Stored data
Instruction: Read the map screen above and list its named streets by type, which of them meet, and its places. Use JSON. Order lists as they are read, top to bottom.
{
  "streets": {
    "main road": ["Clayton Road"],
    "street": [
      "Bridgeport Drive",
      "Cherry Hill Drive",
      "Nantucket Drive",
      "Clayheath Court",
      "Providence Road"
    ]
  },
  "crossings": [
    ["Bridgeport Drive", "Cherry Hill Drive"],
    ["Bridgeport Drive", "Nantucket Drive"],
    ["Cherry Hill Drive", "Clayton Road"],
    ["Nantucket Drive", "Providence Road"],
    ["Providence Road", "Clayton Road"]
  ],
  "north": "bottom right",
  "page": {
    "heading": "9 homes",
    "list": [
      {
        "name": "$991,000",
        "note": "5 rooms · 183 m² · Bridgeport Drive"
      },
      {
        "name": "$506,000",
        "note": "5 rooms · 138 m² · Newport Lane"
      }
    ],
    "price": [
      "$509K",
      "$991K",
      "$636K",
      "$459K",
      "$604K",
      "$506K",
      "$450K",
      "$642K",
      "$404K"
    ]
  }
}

Problem requirements: Write the data above out again in full, exactly.

Output for this exercise:
Instruction: Read the map screen above and list its named streets by type, which of them meet, and its places. Use JSON. Order lists as they are read, top to bottom.
{
  "streets": {
    "main road": ["Clayton Road"],
    "street": [
      "Bridgeport Drive",
      "Cherry Hill Drive",
      "Nantucket Drive",
      "Clayheath Court",
      "Providence Road"
    ]
  },
  "crossings": [
    ["Bridgeport Drive", "Cherry Hill Drive"],
    ["Bridgeport Drive", "Nantucket Drive"],
    ["Cherry Hill Drive", "Clayton Road"],
    ["Nantucket Drive", "Providence Road"],
    ["Providence Road", "Clayton Road"]
  ],
  "north": "bottom right",
  "page": {
    "heading": "9 homes",
    "list": [
      {
        "name": "$991,000",
        "note": "5 rooms · 183 m² · Bridgeport Drive"
      },
      {
        "name": "$506,000",
        "note": "5 rooms · 138 m² · Newport Lane"
      }
    ],
    "price": [
      "$509K",
      "$991K",
      "$636K",
      "$459K",
      "$604K",
      "$506K",
      "$450K",
      "$642K",
      "$404K"
    ]
  }
}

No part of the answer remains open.